上掲で、「ももは衰える」とは、結婚愛への悪、または姦淫を意味します。以上の過程の中にある他の事柄は、個々の面から見ても、特殊なものを指しています。聖なる思いをもたずに〈みことば〉を読む人には、なぜそうなのかと訝(いぶか)るかもしれませんが、意味のない事柄は一つもありません。「もも」が結婚愛の善を意味する点で、ヤコブについて、「そのももから出る」と言われているところもあります。

「生めよ増えよ。あなたから一つの民族と、多くの民族の集団が出て、王たちが、あなたのももから出る」(創世記 35:11)。

ヤコブについて、他の箇所にあります。

「ヤコブといっしょにエジプトへ行った者はすべて、かれのももから出た」(創世記 46:26出エジプト 1:5)。

ギデオンについては、次のようにあります。

「ギデオンには、かれのももから出た七十人の息子がいた」(士師記 8:30)。

③ 「もも」や「腰」は、結婚愛に属することを意味すると同時に、愛と仁愛にかんすることをも意味します。結婚愛は、あらゆる愛の基本だからです(686,2733,2737-2739節参照)。それにはまた、善と真理とのあいだの天的結婚という同一の起源があります(2727-2759節)。

また、「もも」には天的愛の善、および霊的愛の善の意味もあります。ヨハネの書には次のような箇所があります。

「白ウマにまたがっている方は、その着物にも、そのももにも、王の王、主の主という名が記されていた」(黙示録 19:16)。

「白ウマにまたがっている方」とは、〈みことば〉です。〈みことば〉が主であることは、2760-2762節を参照してください。「着物」は神の真理です(2576節)。それで「王の王」と言われています(3009節)。

「もも」は、主の愛に属する神の善であることは明らかです。それで「主の主」と呼ばれます(3004-3011節)。これは主のご性格 を示すため、「それに名が記されている」と言われます。「名」は性格を表わすことは、1896,2009,2724,3006節を参照してください。

④ ダビデの書には、次のようにあります。

「勇者なる者は、栄光と名誉をもって、その剣をももに帯びなさい」(詩篇 45:3)。

上掲は主をテーマにしています。「剣」は戦う真理を表わし(2799節)、「もも」は愛の善を表わします。「剣をももに帯びなさい」とは、戦うときの真理が愛の善に由来するという意味です。イザヤ書には、次のようにあります。

「正義は、かれの腰の帯となり、真理は、かれのももの帯となる」(イザヤ 11:5)。

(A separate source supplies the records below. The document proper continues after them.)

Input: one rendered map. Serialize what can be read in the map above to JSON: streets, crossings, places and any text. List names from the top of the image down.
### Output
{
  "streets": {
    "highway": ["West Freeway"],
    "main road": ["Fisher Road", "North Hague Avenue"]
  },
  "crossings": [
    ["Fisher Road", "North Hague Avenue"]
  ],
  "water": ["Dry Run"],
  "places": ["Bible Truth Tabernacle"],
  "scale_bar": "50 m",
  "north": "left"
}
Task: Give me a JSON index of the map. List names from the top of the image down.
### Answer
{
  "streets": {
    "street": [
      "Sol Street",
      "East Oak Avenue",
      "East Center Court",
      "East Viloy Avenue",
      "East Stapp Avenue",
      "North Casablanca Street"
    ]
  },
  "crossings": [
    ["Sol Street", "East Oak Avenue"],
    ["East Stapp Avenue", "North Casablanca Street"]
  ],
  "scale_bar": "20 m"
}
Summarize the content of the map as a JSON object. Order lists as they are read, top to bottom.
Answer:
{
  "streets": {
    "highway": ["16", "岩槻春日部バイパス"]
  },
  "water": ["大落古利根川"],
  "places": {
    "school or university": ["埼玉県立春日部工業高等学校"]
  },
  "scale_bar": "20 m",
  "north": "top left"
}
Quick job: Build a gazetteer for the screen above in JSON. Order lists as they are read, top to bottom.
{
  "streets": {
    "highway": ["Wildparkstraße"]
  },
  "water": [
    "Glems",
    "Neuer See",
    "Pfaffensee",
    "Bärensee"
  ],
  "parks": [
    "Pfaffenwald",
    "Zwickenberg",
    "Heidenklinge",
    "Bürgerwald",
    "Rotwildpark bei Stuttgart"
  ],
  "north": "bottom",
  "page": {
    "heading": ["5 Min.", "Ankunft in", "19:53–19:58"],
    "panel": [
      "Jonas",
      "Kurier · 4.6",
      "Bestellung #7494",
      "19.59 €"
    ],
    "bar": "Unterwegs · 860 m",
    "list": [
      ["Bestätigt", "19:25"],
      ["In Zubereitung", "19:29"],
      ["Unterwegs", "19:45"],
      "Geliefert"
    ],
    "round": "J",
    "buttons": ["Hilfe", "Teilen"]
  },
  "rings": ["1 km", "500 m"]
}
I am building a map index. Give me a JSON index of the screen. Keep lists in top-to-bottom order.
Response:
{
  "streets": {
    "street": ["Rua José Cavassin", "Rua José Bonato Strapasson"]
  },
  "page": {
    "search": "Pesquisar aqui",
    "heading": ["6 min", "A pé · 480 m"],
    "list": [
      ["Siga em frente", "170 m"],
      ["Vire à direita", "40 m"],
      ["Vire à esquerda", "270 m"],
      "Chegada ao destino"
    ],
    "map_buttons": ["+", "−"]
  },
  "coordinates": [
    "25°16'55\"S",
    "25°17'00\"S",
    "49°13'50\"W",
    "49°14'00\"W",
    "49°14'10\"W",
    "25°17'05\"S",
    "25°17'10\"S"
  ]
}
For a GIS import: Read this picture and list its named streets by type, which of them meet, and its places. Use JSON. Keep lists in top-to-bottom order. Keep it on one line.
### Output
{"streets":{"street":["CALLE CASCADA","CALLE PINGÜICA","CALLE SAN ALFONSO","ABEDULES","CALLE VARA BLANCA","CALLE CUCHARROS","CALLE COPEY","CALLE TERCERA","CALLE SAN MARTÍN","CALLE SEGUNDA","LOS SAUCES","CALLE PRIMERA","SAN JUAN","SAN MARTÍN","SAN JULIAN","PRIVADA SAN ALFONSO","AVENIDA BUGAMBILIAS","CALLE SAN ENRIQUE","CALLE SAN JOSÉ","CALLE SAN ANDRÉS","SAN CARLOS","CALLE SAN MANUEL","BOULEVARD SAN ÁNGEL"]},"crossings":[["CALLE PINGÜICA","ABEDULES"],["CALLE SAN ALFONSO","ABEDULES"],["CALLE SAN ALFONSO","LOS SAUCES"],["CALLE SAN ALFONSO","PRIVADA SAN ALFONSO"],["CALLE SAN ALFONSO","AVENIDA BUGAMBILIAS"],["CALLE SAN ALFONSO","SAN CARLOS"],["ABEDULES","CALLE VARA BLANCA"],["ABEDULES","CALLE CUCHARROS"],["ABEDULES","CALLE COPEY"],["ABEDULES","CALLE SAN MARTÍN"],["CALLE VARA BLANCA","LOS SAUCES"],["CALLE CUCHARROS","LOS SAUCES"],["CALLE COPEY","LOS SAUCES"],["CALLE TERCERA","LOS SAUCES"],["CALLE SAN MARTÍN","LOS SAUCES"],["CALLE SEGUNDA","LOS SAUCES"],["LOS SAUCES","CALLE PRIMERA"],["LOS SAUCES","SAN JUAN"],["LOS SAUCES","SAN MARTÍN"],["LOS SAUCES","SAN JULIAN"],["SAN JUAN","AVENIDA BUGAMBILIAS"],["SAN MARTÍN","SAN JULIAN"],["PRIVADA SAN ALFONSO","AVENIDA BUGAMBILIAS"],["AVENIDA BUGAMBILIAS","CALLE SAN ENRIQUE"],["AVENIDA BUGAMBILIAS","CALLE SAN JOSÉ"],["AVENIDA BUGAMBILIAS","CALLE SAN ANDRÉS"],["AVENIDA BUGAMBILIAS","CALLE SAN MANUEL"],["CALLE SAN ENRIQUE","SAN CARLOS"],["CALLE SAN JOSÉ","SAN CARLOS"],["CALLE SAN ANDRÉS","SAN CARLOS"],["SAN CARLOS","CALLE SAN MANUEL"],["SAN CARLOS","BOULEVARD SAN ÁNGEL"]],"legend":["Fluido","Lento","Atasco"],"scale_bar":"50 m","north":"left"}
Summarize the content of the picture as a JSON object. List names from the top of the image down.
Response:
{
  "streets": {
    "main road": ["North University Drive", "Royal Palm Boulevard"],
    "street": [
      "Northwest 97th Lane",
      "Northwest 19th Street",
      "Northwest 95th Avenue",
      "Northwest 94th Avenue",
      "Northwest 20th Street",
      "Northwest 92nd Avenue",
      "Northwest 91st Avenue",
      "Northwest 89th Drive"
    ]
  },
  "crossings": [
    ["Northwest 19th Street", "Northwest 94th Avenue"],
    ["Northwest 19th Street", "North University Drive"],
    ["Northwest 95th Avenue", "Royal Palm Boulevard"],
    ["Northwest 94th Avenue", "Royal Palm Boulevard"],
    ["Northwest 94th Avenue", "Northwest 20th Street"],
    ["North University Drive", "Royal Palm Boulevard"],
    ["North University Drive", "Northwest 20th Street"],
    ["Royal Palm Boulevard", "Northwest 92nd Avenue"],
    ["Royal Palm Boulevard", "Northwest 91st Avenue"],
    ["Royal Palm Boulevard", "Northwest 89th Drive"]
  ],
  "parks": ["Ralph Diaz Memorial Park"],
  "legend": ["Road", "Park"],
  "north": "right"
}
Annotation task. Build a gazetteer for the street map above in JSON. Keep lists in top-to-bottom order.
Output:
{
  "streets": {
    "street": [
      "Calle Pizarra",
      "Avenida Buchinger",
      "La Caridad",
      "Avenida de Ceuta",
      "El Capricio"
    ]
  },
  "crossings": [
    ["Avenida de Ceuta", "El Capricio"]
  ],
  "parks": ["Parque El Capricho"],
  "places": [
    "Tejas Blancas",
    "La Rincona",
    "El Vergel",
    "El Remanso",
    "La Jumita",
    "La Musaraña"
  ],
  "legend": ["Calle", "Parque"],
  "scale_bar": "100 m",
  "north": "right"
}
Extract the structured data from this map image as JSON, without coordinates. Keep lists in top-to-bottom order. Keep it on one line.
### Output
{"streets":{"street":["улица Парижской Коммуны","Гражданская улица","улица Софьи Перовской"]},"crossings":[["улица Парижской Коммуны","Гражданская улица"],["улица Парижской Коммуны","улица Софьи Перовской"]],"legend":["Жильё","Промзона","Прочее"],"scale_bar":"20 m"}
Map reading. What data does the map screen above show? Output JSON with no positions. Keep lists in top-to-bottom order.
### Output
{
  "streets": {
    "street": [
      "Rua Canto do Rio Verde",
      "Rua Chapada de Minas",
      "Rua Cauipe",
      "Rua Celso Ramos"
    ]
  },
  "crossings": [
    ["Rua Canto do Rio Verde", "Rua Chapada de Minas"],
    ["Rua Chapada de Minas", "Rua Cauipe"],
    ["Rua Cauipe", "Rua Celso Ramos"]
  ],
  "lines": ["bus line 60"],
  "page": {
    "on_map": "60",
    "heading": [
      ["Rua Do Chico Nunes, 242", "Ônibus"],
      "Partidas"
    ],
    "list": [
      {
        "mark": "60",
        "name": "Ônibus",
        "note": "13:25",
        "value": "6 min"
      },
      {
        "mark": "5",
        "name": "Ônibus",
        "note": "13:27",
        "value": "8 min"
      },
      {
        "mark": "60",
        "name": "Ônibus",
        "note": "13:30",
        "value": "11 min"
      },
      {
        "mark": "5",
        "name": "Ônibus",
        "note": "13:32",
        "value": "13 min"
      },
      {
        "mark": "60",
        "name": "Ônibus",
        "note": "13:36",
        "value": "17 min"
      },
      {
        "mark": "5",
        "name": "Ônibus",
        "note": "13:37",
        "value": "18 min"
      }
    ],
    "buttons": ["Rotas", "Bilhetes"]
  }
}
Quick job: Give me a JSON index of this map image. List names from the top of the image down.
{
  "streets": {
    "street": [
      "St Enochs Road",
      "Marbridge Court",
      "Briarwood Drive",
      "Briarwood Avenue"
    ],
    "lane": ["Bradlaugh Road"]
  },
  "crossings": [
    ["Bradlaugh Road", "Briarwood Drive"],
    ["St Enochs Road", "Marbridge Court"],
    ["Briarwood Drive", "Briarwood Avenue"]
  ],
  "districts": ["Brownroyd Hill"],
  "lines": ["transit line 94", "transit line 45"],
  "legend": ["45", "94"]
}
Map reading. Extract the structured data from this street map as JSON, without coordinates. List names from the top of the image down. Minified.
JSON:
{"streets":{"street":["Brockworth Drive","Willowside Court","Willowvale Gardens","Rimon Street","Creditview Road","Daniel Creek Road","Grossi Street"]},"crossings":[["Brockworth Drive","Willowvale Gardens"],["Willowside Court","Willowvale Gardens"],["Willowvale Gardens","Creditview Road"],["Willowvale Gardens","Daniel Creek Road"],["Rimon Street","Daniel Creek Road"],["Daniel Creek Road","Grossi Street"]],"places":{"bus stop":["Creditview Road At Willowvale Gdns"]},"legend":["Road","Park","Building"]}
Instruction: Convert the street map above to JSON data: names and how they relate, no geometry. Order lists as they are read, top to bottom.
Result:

上掲も主がテーマです。「正義」は、愛の善を形容するものですから(2235節)、「腰の帯」と言われ、「真理」は善に由来するものですから、「ももの帯」と言われます。そのため「腰」は、善の愛を形容するもの、「もも」は真理の愛を形容するものになります。

⑤ 同じくイザヤ書です。

「その中には疲れた者、つまずく者はなく、まどろむ者、眠る者もいない。そのももの帯はとけず、その靴の紐はほころびていない」(イザヤ 5:27)。

上掲も主がテーマになります。「ももの帯」とは、前と同様、真理への愛を示します。エレミヤ書には、次のようにあります。

「エホバはかれに、亜麻布の帯を買い、腰に結ぶように、ただし水を通してはならないと言われた。・・・かれは立って、ユフラテの川へ行き、岩の穴にこれを隠した。・・・そこでかれは行って、その場所から取り出した。・・・すると襤褸(ぼろ)になっていた」(エレミヤ 13:1-7)。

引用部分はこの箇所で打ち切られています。